▶ **Task to complete**:
Below are the records; copy exactly the stretch from the line containing "filter:drop-shadow(0 0 2px" through the line containing "width:16px; height:16px; translate:-50%", both ends included, and nothing else.

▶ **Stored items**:
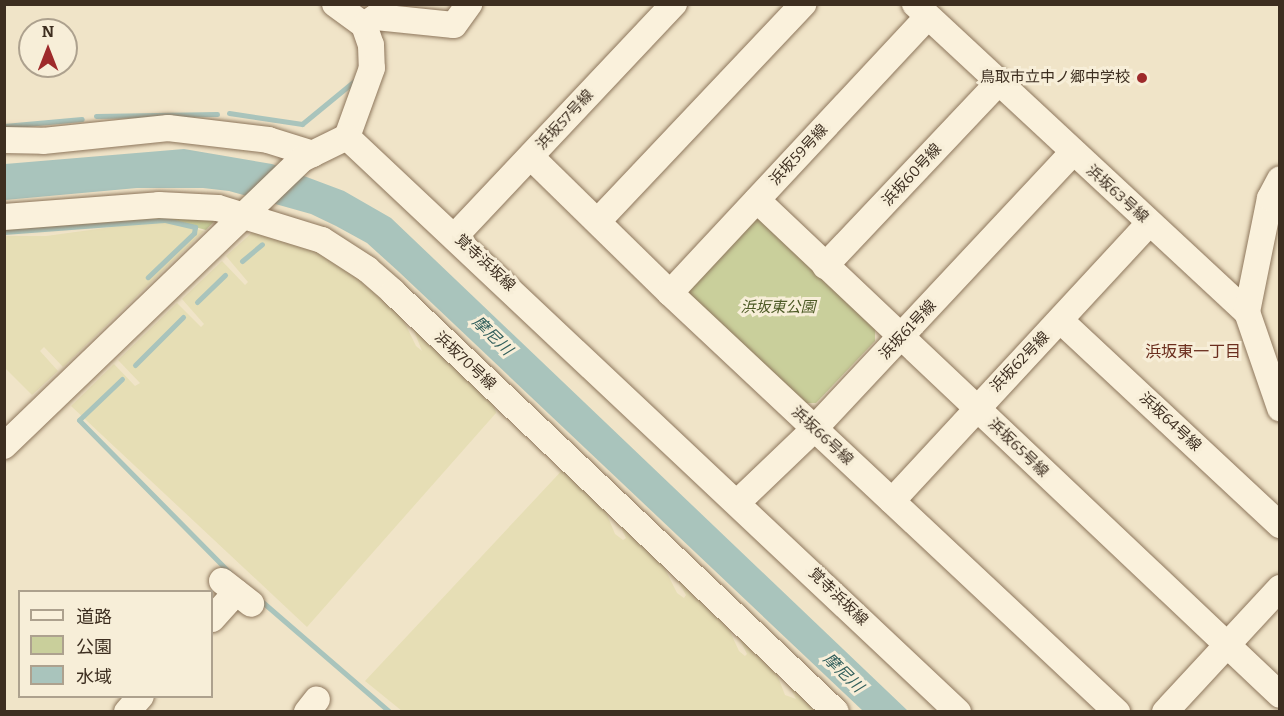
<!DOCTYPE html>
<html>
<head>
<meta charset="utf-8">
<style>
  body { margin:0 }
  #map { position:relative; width:1284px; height:716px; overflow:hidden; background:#f0e4c8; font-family:Bitter,"Noto Sans JP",serif }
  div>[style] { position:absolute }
  .farmland>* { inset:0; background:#e6deb5 }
  .green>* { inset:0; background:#c9cf9b }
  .water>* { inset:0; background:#a9c4bc }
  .stream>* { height:5px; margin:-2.5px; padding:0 2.5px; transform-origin:2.5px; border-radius:2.5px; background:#a9c4bc }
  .roads { filter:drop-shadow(0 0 2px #8d765c) drop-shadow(0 0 2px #8d765c) }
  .minor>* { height:26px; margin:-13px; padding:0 13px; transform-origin:13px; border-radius:13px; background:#faf1dc }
  .dots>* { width:16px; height:16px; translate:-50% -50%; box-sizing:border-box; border:3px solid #f7eed8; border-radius:50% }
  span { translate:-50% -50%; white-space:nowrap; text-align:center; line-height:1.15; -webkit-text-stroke:6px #f7eed8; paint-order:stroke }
  .poi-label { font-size:15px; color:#3d2e20 }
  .right { translate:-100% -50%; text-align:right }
  .street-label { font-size:15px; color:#3d2e20 }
  .park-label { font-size:15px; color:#4d5a26; font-style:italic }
  .water-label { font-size:16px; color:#2f5d5a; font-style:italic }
  .neighbourhood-label { font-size:16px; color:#6b2e1e }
  .frame { position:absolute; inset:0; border:6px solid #3d2e20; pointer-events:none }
  .legend { position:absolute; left:18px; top:590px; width:195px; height:108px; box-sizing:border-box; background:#f7eed8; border:2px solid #ada18e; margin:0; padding:8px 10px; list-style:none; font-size:18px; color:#3d2e20 }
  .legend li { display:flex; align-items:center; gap:12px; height:30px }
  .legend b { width:30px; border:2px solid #ada18e }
  .north { position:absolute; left:18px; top:18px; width:60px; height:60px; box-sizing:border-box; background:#f7eed8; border:2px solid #ada18e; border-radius:50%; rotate:0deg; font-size:16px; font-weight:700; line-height:24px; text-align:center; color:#3d2e20 }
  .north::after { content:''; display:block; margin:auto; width:21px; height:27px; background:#9e2a2b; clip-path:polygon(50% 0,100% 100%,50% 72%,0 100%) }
</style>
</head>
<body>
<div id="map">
  <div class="farmland">
    <i style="clip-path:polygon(149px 222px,172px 223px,204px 231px,63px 367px,44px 347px,40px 351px,58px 371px,32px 395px,5px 368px,5px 236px,46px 236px)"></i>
    <i style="clip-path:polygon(256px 229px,345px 260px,400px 313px,416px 346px,422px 351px,407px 313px,491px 393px,496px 413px,307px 627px,71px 406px,114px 364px,135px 386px,140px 383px,118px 360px,177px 303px,201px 327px,204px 324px,182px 299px,222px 261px,245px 285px,248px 282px,226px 256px)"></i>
    <i style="clip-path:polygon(567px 465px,598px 493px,615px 534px,623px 540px,626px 538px,609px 503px,662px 563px,677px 593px,684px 598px,686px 595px,666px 560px,719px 608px,739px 651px,745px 656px,747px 654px,729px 618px,769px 654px,785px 695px,796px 699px,777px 662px,829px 711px,402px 711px,365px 681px)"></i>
  </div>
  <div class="green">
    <i style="clip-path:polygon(61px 217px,218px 217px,206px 230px,165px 219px,5px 232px,4px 222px)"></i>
    <i style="clip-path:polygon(749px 217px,760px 217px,875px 326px,875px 341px,816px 403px,802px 403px,687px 296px,686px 283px)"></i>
  </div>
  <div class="water">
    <i style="clip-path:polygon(184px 149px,272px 164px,344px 191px,391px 218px,908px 711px,863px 711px,399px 272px,367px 243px,336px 226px,311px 214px,229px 191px,203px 188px,137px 188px,5px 200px,5px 164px)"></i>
  </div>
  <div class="stream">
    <i style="left:229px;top:113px;width:74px;rotate:8.6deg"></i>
    <i style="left:302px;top:124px;width:72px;rotate:-39.4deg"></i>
    <i style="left:96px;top:116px;width:121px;rotate:-0.9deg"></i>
    <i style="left:4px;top:126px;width:78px;rotate:-5.1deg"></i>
    <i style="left:4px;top:232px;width:161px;rotate:-4.3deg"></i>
    <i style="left:165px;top:220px;width:31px;rotate:13deg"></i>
    <i style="left:195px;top:227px;width:6px;rotate:99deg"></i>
    <i style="left:194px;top:233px;width:64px;rotate:136.3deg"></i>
    <i style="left:242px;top:261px;width:26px;rotate:-40deg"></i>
    <i style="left:197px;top:302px;width:39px;rotate:-44deg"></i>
    <i style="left:135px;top:365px;width:68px;rotate:-45deg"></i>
    <i style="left:122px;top:379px;width:59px;rotate:136.4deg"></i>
    <i style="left:79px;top:420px;width:215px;rotate:45.4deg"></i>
    <i style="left:259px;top:599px;width:173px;rotate:40.8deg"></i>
  </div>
  <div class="roads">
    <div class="minor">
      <i style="left:335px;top:4px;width:36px;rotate:36deg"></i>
      <i style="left:364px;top:25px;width:21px;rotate:71deg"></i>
      <i style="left:371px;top:45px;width:23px;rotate:88deg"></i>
      <i style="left:372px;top:68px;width:73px;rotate:109.9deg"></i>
      <i style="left:915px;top:4px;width:453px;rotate:42.9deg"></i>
      <i style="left:1247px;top:312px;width:102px;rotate:71deg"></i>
      <i style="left:364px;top:25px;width:14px;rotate:-34deg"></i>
      <i style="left:376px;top:17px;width:78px;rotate:5.9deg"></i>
      <i style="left:454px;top:25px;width:26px;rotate:-54deg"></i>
      <i style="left:4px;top:140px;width:39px;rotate:1deg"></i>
      <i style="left:43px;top:141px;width:126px;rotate:-5.9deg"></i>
      <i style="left:168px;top:128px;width:101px;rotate:6.8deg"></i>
      <i style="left:268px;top:140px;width:47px;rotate:17.3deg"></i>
      <i style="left:531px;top:157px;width:194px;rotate:44.4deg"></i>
      <i style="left:670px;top:293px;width:613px;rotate:43.15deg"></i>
      <i style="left:757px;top:200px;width:720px;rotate:43.42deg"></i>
      <i style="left:4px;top:217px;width:155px;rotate:-4.4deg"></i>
      <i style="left:159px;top:205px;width:59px;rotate:2.9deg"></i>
      <i style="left:218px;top:208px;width:109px;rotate:17.1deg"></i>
      <i style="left:322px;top:240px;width:54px;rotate:32.8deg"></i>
      <i style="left:367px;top:269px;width:35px;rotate:41deg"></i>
      <i style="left:393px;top:292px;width:610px;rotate:43.47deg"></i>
      <i style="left:598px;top:221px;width:299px;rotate:-46.6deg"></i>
      <i style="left:456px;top:235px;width:318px;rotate:-46.7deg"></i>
      <i style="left:825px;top:266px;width:252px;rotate:-46.6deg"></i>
      <i style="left:670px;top:293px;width:377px;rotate:-47deg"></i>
      <i style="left:1247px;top:312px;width:116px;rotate:-78.6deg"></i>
      <i style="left:1270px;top:198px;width:21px;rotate:-62deg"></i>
      <i style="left:1060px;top:320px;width:301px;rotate:43deg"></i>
      <i style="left:4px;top:446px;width:414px;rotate:-43.9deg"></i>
      <i style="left:302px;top:159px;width:50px;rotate:-26.1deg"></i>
      <i style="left:347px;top:137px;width:839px;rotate:43.26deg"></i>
      <i style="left:892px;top:501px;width:379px;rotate:-47.2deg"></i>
      <i style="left:738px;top:502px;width:105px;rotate:-43.8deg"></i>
      <i style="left:814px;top:429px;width:378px;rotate:-46.9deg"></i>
      <i style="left:222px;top:581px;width:37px;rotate:38deg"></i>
      <i style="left:212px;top:619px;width:36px;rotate:-48deg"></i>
      <i style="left:127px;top:712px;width:21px;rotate:-49deg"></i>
      <i style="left:307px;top:712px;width:16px;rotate:-52deg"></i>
      <i style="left:1165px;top:712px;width:169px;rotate:-47.2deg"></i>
    </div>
  </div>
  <div class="dots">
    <i style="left:1142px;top:78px;background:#9e2a2b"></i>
  </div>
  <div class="poi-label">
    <span class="right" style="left:1130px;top:78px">鳥取市立中ノ郷中学校</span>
  </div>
  <div class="street-label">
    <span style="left:565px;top:120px;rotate:-47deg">浜坂57号線</span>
    <span style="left:799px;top:155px;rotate:-47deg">浜坂59号線</span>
    <span style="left:912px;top:175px;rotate:-47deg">浜坂60号線</span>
    <span style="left:1117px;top:194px;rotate:42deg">浜坂63号線</span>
    <span style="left:485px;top:263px;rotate:43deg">覚寺浜坂線</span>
    <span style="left:908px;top:330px;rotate:-47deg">浜坂61号線</span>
    <span style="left:465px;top:361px;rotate:43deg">浜坂70号線</span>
    <span style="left:1020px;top:362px;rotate:-46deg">浜坂62号線</span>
    <span style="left:1170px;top:422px;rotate:43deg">浜坂64号線</span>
    <span style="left:822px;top:436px;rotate:43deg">浜坂66号線</span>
    <span style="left:1018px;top:448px;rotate:44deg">浜坂65号線</span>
    <span style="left:838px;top:597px;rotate:44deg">覚寺浜坂線</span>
  </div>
  <div class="park-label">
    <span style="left:778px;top:308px">浜坂東公園</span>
  </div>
  <div class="water-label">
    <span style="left:492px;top:336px;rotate:44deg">摩尼川</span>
    <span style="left:843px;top:673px;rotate:44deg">摩尼川</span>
  </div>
  <div class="neighbourhood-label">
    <span style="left:1193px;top:352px">浜坂東一丁目</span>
  </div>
  <div class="frame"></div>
  <ul class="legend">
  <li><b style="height:8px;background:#faf1dc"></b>道路</li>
  <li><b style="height:16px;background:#c9cf9b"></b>公園</li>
  <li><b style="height:16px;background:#a9c4bc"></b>水域</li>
  </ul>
  <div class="north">N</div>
</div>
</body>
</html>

▶ **Solution for this problem**:
  .roads { filter:drop-shadow(0 0 2px #8d765c) drop-shadow(0 0 2px #8d765c) }
  .minor>* { height:26px; margin:-13px; padding:0 13px; transform-origin:13px; border-radius:13px; background:#faf1dc }
  .dots>* { width:16px; height:16px; translate:-50% -50%; box-sizing:border-box; border:3px solid #f7eed8; border-radius:50% }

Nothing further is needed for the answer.